Property looking good despite house prices

Even as concerns rise about the warmth of the residential property markets, investors seem to be increasingly bullish on parts of the UK property market.

Property looking good despite house prices


Releasing the results of its half-yearly systemic risk survey, the Bank said that while, fewer respondents (61%, down 6 percentage points since October 2013, ) were concerned about the possibility of an economic downturn in the country, 40% were worried about falling house prices.

But, while investors are increasingly wary of residential property, particularly in London, many are rather bullish on the property sector more broadly.

According to the Investment Management Association, net retail sales into the property market came in at £446m in April, the highest since 2009 and second only to the UK equity income sector.

Guy Glover, manager of the F&C UK Property Fund, said he has seen a real “sea-change” in interest in the property market over the past 12 months.

Part of the reason for this is that property continues to provide a good yield in a world where income is hard to find.

“From an income perspective, you are seeing an average all-in yield of around 6% from property. And, importantly, you are seeing capital growth return to the market,” Glover said.

“Between 2007 and 2009, property values fell around 44%. Currently, while capital values have risen and are now about 22% above the trough, they remain around 30% below the 2007 peak,” he added.

The macro view

While the income attributes are attractive, there is also a strong argument to be made for the sector from a fundamental perspective.

As Marcus Phayre-Mudge, manager of the TR Property Trust explains, there are two things that kill property markets: too much debt in the wrong hands and too much development.

While he was quick to add that one can’t say that “this time it is different”, with regards debt financing and property, he pointed out that the calamities of 2007 and 2008 remain very fresh in the mind.

“If anything, banks are currently too cautious” he said, adding: “That is evident from the measures Mario Draghi unveiled last week in a bid to stimulate the credit transmission mechanism in Europe.”
But, he said: “We are not basing our view of future property returns on bank lending ability.”

“There is remains sustained interest from overseas as well as growing interest from the institutional market. And, continued demand, especially for prime stock. While, in terms of supply, there has been a significant lack of new development has not been fully appreciated by the market.”

Both in the UK and, in Europe more broadly, he explained, we are coming out of a very depressed, very difficult period and, as a result, there has been no new development for some time. This is beginning to feed into vacancy rates, which are heading toward all-time lows.

How to play it

Chris Kitchenham, executive director at Walker Crips said he really likes property at the moment and has just upped the group’s exposure to the asset class in the UK. But, he said, he prefers closed-ended vehicles as it means the manager in question doesn’t need to worry about providing daily liquidity and, importantly, it means he or she can be fully invested, rather than being forced to hold a percentage of the funds in cash.
One of the vehicles he is particularly excited about is the Tritax Big Box REIT, which invests in large logistics assets in the UK.

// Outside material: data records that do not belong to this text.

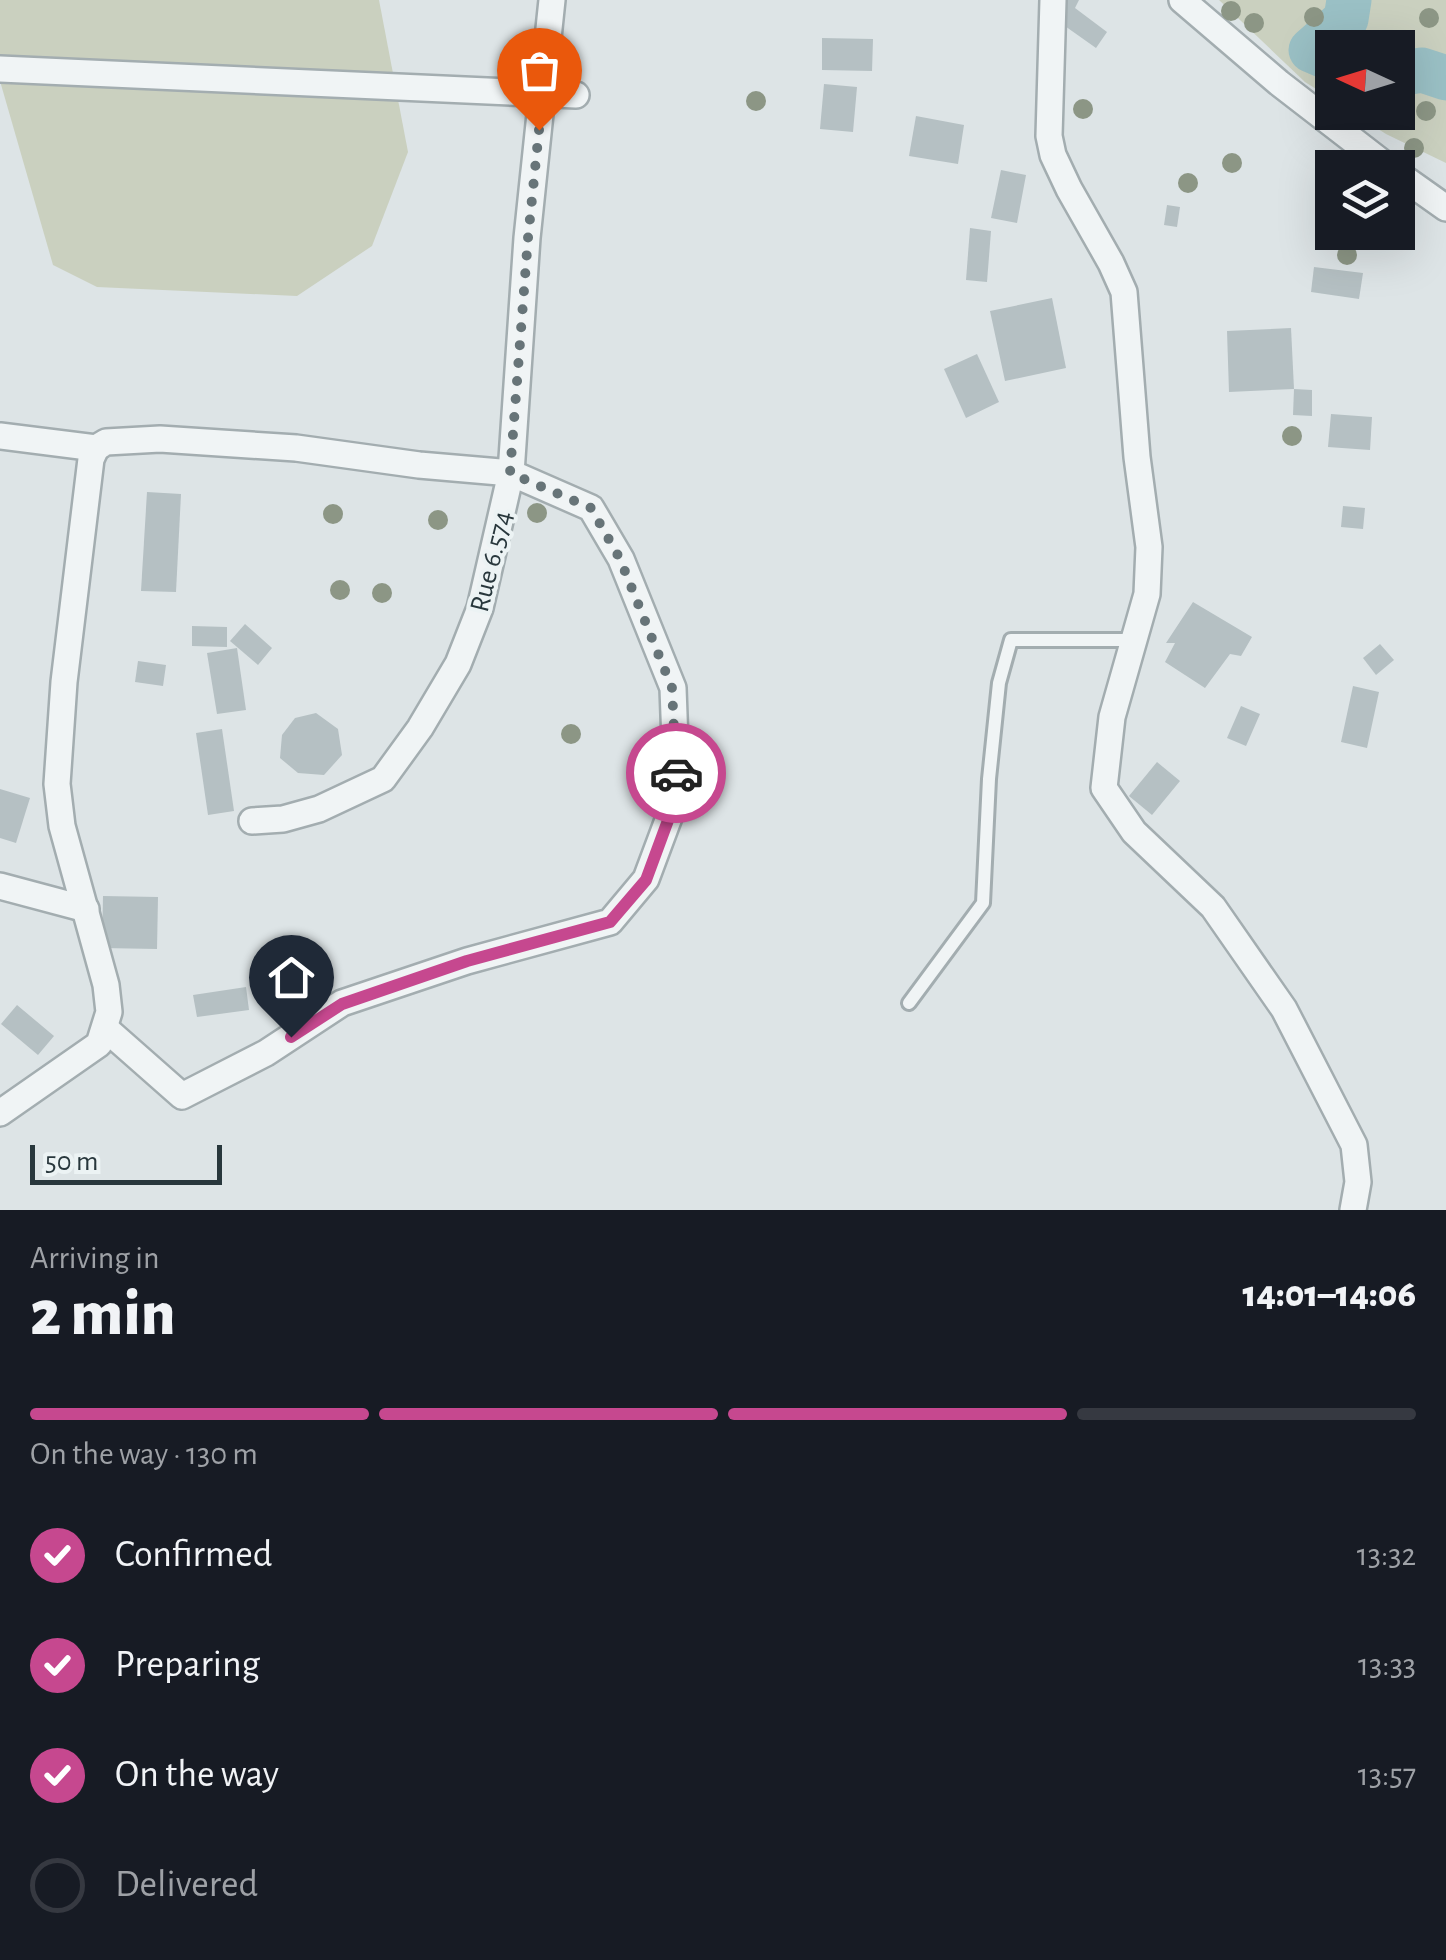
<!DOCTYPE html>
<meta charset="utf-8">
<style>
body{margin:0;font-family:"Alegreya Sans",sans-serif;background:#242831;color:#f1f3f6;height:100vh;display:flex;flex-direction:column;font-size:38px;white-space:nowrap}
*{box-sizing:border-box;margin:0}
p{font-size:32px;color:#9ea1a6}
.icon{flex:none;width:55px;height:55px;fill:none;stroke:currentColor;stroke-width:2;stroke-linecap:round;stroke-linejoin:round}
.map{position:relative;height:1210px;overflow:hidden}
.panel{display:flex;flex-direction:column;background:#171b24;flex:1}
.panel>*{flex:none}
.needle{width:65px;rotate:274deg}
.fabs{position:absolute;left:1315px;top:30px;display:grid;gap:20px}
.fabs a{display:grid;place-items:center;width:100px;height:100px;border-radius:0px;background:#171b24;box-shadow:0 10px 40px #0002;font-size:50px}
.scale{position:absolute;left:30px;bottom:25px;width:192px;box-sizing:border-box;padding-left:10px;border:5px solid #28373c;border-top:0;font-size:28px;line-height:35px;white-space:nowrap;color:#28373c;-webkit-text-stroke:8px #ecf3f4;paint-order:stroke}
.pin{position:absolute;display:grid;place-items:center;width:85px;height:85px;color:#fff;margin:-102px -42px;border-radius:50% 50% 50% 0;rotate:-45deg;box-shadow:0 0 10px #0007}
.pin .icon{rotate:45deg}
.courier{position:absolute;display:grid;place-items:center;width:100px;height:100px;margin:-50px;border:8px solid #c6488f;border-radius:50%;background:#fff;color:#222;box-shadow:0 2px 12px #0007}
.head em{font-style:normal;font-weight:800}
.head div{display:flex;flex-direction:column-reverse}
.head{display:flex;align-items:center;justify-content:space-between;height:170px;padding:0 30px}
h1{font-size:65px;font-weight:800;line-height:75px}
.bar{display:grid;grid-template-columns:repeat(4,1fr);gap:15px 10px;align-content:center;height:120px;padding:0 30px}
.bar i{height:12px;border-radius:8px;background:#363941}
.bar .active{background:#c6488f}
.bar p{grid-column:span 4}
ol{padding:0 30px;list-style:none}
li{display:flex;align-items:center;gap:30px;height:110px}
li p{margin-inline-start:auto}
li .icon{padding:10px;border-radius:50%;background:#c6488f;color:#fff;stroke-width:4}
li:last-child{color:#9ea1a6}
li i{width:55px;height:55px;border:5px solid #363941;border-radius:50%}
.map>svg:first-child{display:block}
.green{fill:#cad0bf}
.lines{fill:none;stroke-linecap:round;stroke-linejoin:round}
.river{stroke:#9ac0c5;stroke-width:45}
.building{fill:#b5c0c3}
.service-casing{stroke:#a3adb0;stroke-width:18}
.minor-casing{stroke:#a3adb0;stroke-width:30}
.service{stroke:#f0f4f5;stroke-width:12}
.minor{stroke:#f0f4f5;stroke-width:25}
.tree{fill:#8c9685}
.done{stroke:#677478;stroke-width:10;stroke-dasharray:0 18}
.route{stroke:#c6488f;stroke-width:12}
.labels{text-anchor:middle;stroke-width:8;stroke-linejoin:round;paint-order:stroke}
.street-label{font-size:28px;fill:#28373c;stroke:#ecf3f4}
</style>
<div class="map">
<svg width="1446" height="1210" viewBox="0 0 1446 1210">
<rect width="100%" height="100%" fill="#dde4e6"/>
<g class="green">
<path d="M0 0H379L408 152 372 246 297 296 97 287 53 265 0 81Z"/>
<path d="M1219 0H1446V163L1386 134 1353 113 1398 112V48H1332V99L1305 82Z"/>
</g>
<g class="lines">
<g class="river">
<path d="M1332 59 1311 50 1346 19 1349 0"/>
<path d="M1398 74 1422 70 1446 78"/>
</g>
</g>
<g class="building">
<path d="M1058 0H1079L1075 8 1107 32 1096 48 1055 19Z"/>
<path d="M822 38 873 39 872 71 822 70Z"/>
<path d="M824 84 857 87 853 132 820 129Z"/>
<path d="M916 116 964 125 958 164 909 156Z"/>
<path d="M1001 170 1026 175 1017 223 991 218Z"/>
<path d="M1167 205 1180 207 1177 227 1164 225Z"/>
<path d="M970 228 991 231 987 282 966 280Z"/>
<path d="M1314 267 1363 273 1359 299 1311 292Z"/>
<path d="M1052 298 1066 368 1005 381 990 311Z"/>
<path d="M1291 328 1294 389 1229 392 1227 331Z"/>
<path d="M977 354 999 402 966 418 944 369Z"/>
<path d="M1294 389 1312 390V416L1293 415Z"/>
<path d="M1331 414 1372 417 1370 450 1328 447Z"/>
<path d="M147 492 181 494 176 592 141 591Z"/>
<path d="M1343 506 1365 508 1363 529 1341 527Z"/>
<path d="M1193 602 1252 637 1241 656 1230 654 1205 688 1165 662 1175 643H1166Z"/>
<path d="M245 624 272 648 258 665 230 641Z"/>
<path d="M192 626 227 627V647L192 646Z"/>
<path d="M1380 644 1394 660 1376 675 1363 658Z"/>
<path d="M237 648 246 710 217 714 207 653Z"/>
<path d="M138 661 166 665 163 686 135 682Z"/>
<path d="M1353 686 1379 692 1367 748 1341 742Z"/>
<path d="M1241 706 1260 714 1246 746 1227 738Z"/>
<path d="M316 713 338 729 342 755 324 775 298 773 280 758 282 735 295 718Z"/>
<path d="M222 729 234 811 208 815 196 733Z"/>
<path d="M1157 762 1180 781 1152 815 1129 796Z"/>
<path d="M0 789 30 798 16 843 0 838Z"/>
<path d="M103 896 158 897 157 949 102 948Z"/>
<path d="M246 987 249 1010 197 1017 193 995Z"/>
<path d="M17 1005 54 1036 38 1055 1 1024Z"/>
</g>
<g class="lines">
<g class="service-casing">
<path id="service" d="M909 1003 983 903 989 779 999 683 1011 640H1136"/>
</g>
<g class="minor-casing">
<g id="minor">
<path d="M1053 0 1049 136 1053 155 1069 189 1111 263 1124 292 1137 457 1149 547 1147 594 1112 717 1104 788 1134 832 1213 907 1284 1009 1354 1145 1358 1182 1353 1210"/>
<path d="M1182 0 1279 83 1389 168"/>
<path d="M0 69 576 95"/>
<path d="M1398 174 1446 208"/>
<path d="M0 436 96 448 106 442 160 439 296 448 419 465 511 473 591 508 621 559 673 688 677 796 646 879 610 922 467 961 342 1003 266 1053 182 1096 106 1029"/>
<path d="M252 821 283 819 319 809 383 779 420 728 458 664 480 608 511 473 527 238 552 0"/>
<path d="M0 886 86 909"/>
<path d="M0 1113 99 1044 109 1012 106 985 62 826 57 784 64 682 91 459 96 448"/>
</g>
</g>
<use href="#service" class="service"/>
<use href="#minor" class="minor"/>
</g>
<g class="tree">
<circle cx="1231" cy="11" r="10"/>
<circle cx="1314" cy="17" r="10"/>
<circle cx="1429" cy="18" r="10"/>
<circle cx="1254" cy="23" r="10"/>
<circle cx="756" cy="101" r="10"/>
<circle cx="1083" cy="109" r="10"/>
<circle cx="1426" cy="111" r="10"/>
<circle cx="1414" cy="148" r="10"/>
<circle cx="1232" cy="163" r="10"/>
<circle cx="1188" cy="183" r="10"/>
<circle cx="1347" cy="255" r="10"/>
<circle cx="1292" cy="436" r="10"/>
<circle cx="537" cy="513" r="10"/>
<circle cx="333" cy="514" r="10"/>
<circle cx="438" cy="520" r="10"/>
<circle cx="340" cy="590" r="10"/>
<circle cx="382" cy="593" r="10"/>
<circle cx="571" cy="734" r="10"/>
</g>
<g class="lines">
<path class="done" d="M539 130 528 238 510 473 591 508 620 559 672 688 676 773"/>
<path class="route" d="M291 1037 342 1004 467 961 610 922 646 880 677 796 676 773"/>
</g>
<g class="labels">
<g class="street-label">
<text transform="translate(490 561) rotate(-76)" y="10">Rue 6.574</text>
</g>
</g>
</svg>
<div class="fabs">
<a><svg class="needle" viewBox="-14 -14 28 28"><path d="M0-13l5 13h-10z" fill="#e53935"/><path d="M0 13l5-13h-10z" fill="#9ea1a6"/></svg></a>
<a><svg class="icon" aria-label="layers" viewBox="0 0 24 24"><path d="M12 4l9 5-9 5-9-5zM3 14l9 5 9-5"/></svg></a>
</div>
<div class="scale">50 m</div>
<div class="pin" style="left:539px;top:130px;background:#ea580c"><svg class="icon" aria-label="bag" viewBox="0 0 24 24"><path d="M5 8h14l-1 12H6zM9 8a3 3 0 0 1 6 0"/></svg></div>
<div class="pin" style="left:291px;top:1037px;background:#1f2937"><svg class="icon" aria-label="home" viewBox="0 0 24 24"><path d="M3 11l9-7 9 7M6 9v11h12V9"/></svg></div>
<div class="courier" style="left:676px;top:773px"><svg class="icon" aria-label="car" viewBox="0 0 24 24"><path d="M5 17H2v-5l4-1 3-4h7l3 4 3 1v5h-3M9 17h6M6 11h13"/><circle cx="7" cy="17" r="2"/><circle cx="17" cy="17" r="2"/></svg></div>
</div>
<section class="panel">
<div class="head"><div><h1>2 min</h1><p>Arriving in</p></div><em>14:01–14:06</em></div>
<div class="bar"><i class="active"></i><i class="active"></i><i class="active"></i><i></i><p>On the way · 130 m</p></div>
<ol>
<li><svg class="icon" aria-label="check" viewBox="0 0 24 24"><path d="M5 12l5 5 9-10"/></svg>Confirmed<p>13:32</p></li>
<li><svg class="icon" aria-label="check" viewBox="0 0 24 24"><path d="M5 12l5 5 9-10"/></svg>Preparing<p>13:33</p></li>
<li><svg class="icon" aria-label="check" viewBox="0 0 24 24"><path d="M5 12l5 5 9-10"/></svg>On the way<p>13:57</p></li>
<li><i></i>Delivered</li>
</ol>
</section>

“It is really a macroeconomic play on a change in consumer behaviour; people are increasingly shopping online, which means big distribution centres are becoming more important.”

Glover too is finding value in such assets, but says, the important thing for him as the manager of a bricks and mortar fund is to find buildings in strong locations, with the potential for rebased rents.

As a house, more generally, F&C believes that, while there remain risks in parts of the property market, the outlook as a whole for commercial property “seems more positive than for many years”.

It said, it expects central London to continue to out-perform, but believes the core will expand to embrace other parts of the capital.

But, it added: “The upturn is expected to be most pronounced in areas with a strong employment base in thriving industries. This includes the Thames Valley and micro-economies such as Aberdeen and Cambridge.”

According to Phayre-Mudge, other areas in which he is interested are budget accommodation, student accommodation and self-storage units, which he says will benefit from the expected rise in property turnover levels.

“You are also likely to see a significant increase in land values in the regions because the UK simply does not have enough houses at the moment, and there is no way the government is going to try and slow down the pace of house building,” he said.

There is clearly a bullish case to be argued for certain parts of the property market in the UK, but what happens if expectations for UK growth don’t come in as high as expected?

There is, of course a risk that rents don’t rise as much as expected, and, in a downturn risk assets will underperform, but perhaps the bigger risk lies in growth coming in higher than expected and interest rates rising faster than predicted.

According to Phayre-Mudge even if rates do rise, it is likely that they will remain below long-term historical averages, instead staying in the 2% to 3% range, which is unlikely to change the picture painted too much.

And, of course, much of that is predicated on one's view of how sustainable the run in GDP growth is. Indeed, the only thing one can say for certain is that people seem to be about as bullish on the prospects for parts of the commercial property market as they are concerned about the frothy nature of house prices in the capital.